GOP senators fight "pork" in Defense bill

GOP senators fight "pork" in Defense bill

Republican Sens. Phil Gramm of Texas and John McCain of Arizona have renewed their fight with Appropriations Chairman Ted Stevens, R-Ark., over fiscal 2001 spending levels, acting last week to block Senate consideration of the $288 billion Defense conference report-even as the House passed it Wednesday by an overwhelming vote of 367-58.

Gramm and Stevens engaged in a heated exchange over the matter during a Senate vote Thursday afternoon, their raised voices audible from the gallery above. Stevens, who also chairs the Defense Appropriations Subcommittee, later said, "I told him we're not going to let him kill the bill."

Gramm and McCain oppose what they consider "pork" projects in the bill, as well as the $1.8 billion in emergency fiscal 2000 supplemental money for operations and maintenance it includes-on top of the emergency Defense funding in the separate, free-standing fiscal 2000 supplemental the president signed into law last week.

Specifically, the Defense bill contains $1.1 billion in emergency fiscal 2000 money for the overseas contingency operations transfer fund-which came out of that fund's fiscal 2001 appropriations-and another $679 million in fiscal 2000 emergency money for Navy personnel, operations and maintenance, and defense healthcare accounts.

A spokesman for House Defense Appropriations Subcommittee Chairman Jerry Lewis, R-Calif., said House and Senate conferees funded Defense "at a level that was supported by 367 members of the House, and no doubt will be supported by an equal percentage of the Senate-and is supported by the American people."

In addition, Gramm and McCain objected because Stevens, who chaired the conference committee, was unable to get language into the conference report to reverse $6 billion in fiscal 2001 outlay savings Stevens had added to the fiscal 2000 supplemental conference report.

Gramm, a senior member of the Budget Committee, threatened to derail Senate passage of the fiscal 2000 supplemental when it came to the floor in late June over three savings provisions, which he called budgetary gimmicks that ran counter to an agreement he had reached with Budget Committee Chairman Pete Domenici, R-N.M., in writing the fiscal 2001 budget resolution.
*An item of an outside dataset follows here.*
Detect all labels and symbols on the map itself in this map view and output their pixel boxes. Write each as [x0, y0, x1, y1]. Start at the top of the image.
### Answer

To mollify Gramm, Stevens promised "that on the first available vehicle to the Appropriations Committee we will rescind the action that is in this bill" to shift into fiscal 2000 the payment of $2.4 billion in Supplemental Security Income benefits and $1.9 billion in veterans compensation, and transfer $2 billion in outlays from defense to non-defense accounts.
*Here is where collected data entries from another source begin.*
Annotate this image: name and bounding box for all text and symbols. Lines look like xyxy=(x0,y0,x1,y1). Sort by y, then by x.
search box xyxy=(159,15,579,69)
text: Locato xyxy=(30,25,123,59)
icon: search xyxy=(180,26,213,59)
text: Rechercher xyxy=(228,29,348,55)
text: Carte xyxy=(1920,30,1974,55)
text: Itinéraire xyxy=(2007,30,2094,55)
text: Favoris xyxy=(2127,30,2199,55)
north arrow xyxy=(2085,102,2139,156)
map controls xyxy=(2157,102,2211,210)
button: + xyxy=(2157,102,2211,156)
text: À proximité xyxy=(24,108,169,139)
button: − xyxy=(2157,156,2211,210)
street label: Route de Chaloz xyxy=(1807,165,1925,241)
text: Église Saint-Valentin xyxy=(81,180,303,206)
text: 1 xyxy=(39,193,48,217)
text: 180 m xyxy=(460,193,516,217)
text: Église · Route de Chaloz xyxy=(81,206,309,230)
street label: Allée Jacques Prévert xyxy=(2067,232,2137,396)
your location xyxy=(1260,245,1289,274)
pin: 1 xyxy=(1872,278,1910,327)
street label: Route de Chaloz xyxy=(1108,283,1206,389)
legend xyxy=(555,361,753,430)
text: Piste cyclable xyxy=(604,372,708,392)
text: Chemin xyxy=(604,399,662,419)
But Stevens said that House Defense conferees refused to accept his language to reverse those shifts. In a full committee markup Wednesday, Stevens added similar language to the fiscal 2001 Energy and Water appropriations bill.

But Domenici said Thursday he doubts that House conferees on his bill would accept that language to reverse the $6 billion in savings those three provisions provide.
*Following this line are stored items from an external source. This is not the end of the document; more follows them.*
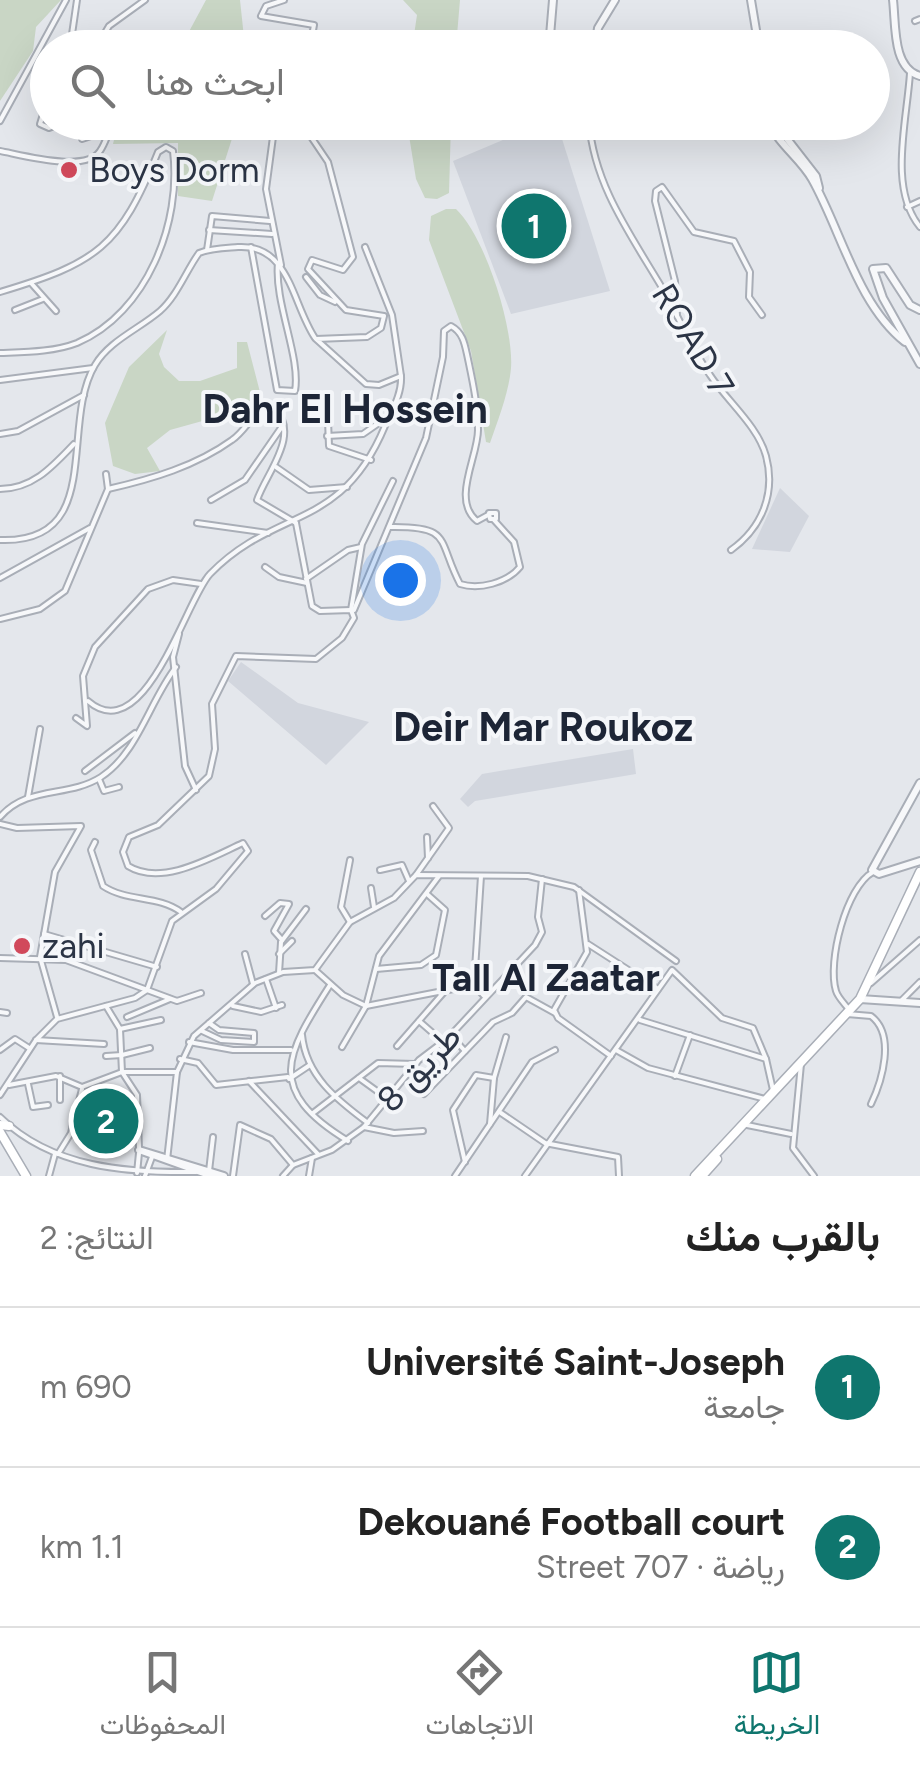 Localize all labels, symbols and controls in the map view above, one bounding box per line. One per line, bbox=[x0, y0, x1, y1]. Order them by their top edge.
search box bbox=[30, 30, 890, 140]
icon: search bbox=[65, 58, 120, 113]
text: ابحث هنا bbox=[145, 59, 285, 105]
place label: Boys Dorm bbox=[89, 149, 260, 191]
marker: Boys Dorm bbox=[58, 159, 80, 181]
pin: 1 bbox=[502, 188, 566, 264]
street label: ROAD 7 bbox=[643, 276, 743, 404]
district label: Dahr El Hossein bbox=[202, 385, 488, 433]
your location bbox=[375, 555, 426, 606]
district label: Deir Mar Roukoz bbox=[393, 703, 693, 751]
place label: zahi bbox=[42, 925, 105, 967]
marker: zahi bbox=[11, 935, 33, 957]
district label: Tall Al Zaatar bbox=[432, 955, 660, 1001]
street label: طريق 8 bbox=[368, 1016, 471, 1121]
pin: 2 bbox=[74, 1084, 138, 1158]
text: بالقرب منك bbox=[686, 1211, 880, 1262]
text: النتائج: 2 bbox=[40, 1219, 154, 1257]
text: Université Saint-Joseph bbox=[366, 1339, 785, 1385]
text: 690 m bbox=[40, 1368, 132, 1406]
text: 1 bbox=[841, 1368, 854, 1406]
text: جامعة bbox=[703, 1388, 785, 1426]
text: Dekouané Football court bbox=[357, 1499, 785, 1545]
text: 1.1 km bbox=[40, 1528, 124, 1566]
text: 2 bbox=[838, 1528, 857, 1566]
text: رياضة · Street 707 bbox=[536, 1548, 785, 1586]
tab: المحفوظات bbox=[100, 1645, 226, 1749]
tab: الاتجاهات bbox=[425, 1645, 534, 1749]
tab: الخريطة bbox=[734, 1645, 820, 1749]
Domenici said he supports using the savings provisions that Gramm wants reversed, adding: "I'm going to vote for the practical thing. If we don't do it, we'll just have to find [the savings] somewhere else. We've got to spend more money than the budget resolution" to finish the fiscal 2001 appropriations cycle on time. The budget resolution capped total fiscal 2001 spending at $600.3 billion.